1. Voilà la fontaine de Trevi, sûrement 500 personnes autour, la police est là pour surveiller (interdit de s'assesoir, de grimper les murs, d'entrer dans l'eau). Cette photo ne me choque pas pour ça, mais pour un point de détail; moi si je m'écoutais, j'irai à un seul endroit sur cette photo, c'est en bas des marches à droite, face à la fontaine, m'asseoir sur le banc, juste là où s'est assis Marcello Mastroiani dans la Dolce Vita; et bien pile à cet endroit sur la photo, il n'y a personne, comme quoi ces gens sont seulement là, car le guide leur a dit "allez là, c'est beau" 2. Encore une qui avait lu un guide, mais on dirait Emma Peal, mais oui c'est elle, décidément elle est partout 3. Piazza di Spagna avec quelques voisins
Le meilleur moment pour aller à Trevi est vers 7h du matin, vous trouverez quelques noctambules alcoolisés, mais pas plus, en espérant qu'ils n'aillent pas s'endormir sur cette banquette en bas à droite des marches. Le colosseo, même combat que Trevi, ce sont des files interminables qui l'entourent. Par contre, il y a un coin où on est peinards pour l'observer, c'est sur un petit banc en bas de la Via della domus aurea ; c'est un petit parc, à l'opposé de la voie des empereurs qui longe le forum. On se pose avec une glace prise pas loin chez Fassi (Via Principe Eugenio), je vous conseille le Fondente (chocolat noir) et la mangue. Attention, là aussi, selon l'heure de la journée, on fait 5' ou 1h de queue. Tout ça pour une glace...Mais une fois le cornet en main, on observe sur son banc les couples et les familles se prendre en selfie avec le Colosseo en fond de carte. C'est drôle.

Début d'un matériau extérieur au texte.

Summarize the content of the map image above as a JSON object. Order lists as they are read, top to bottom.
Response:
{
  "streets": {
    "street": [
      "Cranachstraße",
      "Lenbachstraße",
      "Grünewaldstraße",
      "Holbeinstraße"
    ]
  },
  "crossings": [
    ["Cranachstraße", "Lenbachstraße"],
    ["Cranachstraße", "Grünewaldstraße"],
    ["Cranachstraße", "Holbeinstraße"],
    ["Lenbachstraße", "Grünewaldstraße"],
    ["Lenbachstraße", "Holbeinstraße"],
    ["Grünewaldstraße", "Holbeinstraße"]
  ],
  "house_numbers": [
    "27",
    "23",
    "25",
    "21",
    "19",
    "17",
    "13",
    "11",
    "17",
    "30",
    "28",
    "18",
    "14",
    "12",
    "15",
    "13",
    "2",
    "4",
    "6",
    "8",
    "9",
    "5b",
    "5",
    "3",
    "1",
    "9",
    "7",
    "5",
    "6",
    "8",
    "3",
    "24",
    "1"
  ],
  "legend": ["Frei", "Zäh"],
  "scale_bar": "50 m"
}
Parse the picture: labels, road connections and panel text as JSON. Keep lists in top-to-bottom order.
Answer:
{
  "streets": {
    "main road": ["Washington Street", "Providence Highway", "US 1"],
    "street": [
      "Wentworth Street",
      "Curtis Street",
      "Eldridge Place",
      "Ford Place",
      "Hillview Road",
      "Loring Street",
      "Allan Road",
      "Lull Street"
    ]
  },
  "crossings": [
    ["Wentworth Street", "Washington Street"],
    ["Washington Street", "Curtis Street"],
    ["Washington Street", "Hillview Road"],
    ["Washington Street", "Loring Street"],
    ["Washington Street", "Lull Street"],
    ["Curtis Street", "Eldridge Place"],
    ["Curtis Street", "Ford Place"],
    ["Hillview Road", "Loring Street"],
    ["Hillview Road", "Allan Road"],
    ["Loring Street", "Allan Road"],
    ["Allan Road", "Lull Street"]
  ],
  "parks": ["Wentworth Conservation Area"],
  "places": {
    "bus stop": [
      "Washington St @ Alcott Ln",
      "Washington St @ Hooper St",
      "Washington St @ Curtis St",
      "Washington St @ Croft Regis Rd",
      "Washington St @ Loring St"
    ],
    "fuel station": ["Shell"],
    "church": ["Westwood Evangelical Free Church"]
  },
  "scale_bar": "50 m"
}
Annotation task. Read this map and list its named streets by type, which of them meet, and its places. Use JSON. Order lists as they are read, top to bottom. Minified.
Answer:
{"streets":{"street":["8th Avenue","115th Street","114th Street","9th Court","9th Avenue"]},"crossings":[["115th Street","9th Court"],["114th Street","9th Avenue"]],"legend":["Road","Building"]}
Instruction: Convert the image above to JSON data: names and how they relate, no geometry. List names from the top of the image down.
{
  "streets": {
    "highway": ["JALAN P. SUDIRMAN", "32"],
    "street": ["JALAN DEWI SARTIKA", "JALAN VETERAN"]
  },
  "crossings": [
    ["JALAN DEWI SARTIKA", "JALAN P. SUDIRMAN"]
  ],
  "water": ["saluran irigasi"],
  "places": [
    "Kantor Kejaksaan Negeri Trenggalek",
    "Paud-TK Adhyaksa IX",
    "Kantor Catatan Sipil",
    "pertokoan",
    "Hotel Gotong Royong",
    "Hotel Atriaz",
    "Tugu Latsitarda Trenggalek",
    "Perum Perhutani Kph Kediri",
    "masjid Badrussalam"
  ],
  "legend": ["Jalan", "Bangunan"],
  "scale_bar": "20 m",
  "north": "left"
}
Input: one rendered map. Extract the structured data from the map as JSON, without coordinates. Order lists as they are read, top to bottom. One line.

4. Côté face, le banc est juste là, avec ce couple d'allemands qui n'ont jamais voulu bouger pendant 30mn, mais j'espère que si vous y allez vous leur piquerez la place 5. Côté pile, la famille Simpson
San Lorenzo, c'est le quartier où il est bon d'habiter à Roma, à seulement 15' de la stazione Termini, à 10' de la station de métro, Vittorio Emmanuele. Pas ou très peu de touristes, à deux pas de l'université de la Sapienza, il est riche en étudiants, et donc en bruit. Ce quartier fourmille de bars et de restos pour tous les palais. Comme à Napoli, ici on trouve des abâts à foison, en plat principal, comme la Coratella ai carciofi, ou en assaisonnement comme les rigatoni alla pajata. La pajata est l'intestin grêle du veau. On est dans la Cucina povera (cuisine pauvre) du Lazio qui use des parties délaissées des animaux pour les incorporer à de la tomate pour faire une sauce exquise. Les rigatoni sont des pâtes qui se marient bien à ça, car elles incorporent la sauce dans leur cylindre. Quant à la Coratella, autre elément cardinal de la cucina povera, est un mélange de tripes, rognons, coeur, foie etc. C'est ce qu'on appelle le 5ème quart de l'animal, ce qui reste quand la moitié antérieure, et la moitié postérieure ont été vendues. Il reste "l'intérieur". Coratella vient de Corata, pas le village de Puglia, mais les entrailles des gros animaux (vache, cochon, mouton), alors que Coratella concerne celle des petits animaux (agneau, lapin, oie). Comme c'est la saison, la coratella de mars s'agrémente d'artichauts revenus dans la sauce. Un délice aux papilles. Un endroit pour la goûter est la trattoria dei colli emiliani (https://www.colliemiliani.com). Un lieu simple, des plats à 10€, un vin de la casa, et des nappes sur les tables. Je ne demande pas plus. Je ne suis pas tombé ici par hasard mais grâce à François-Régis Gaudry, le chroniqueur culinaire de France Inter. Merci à lui.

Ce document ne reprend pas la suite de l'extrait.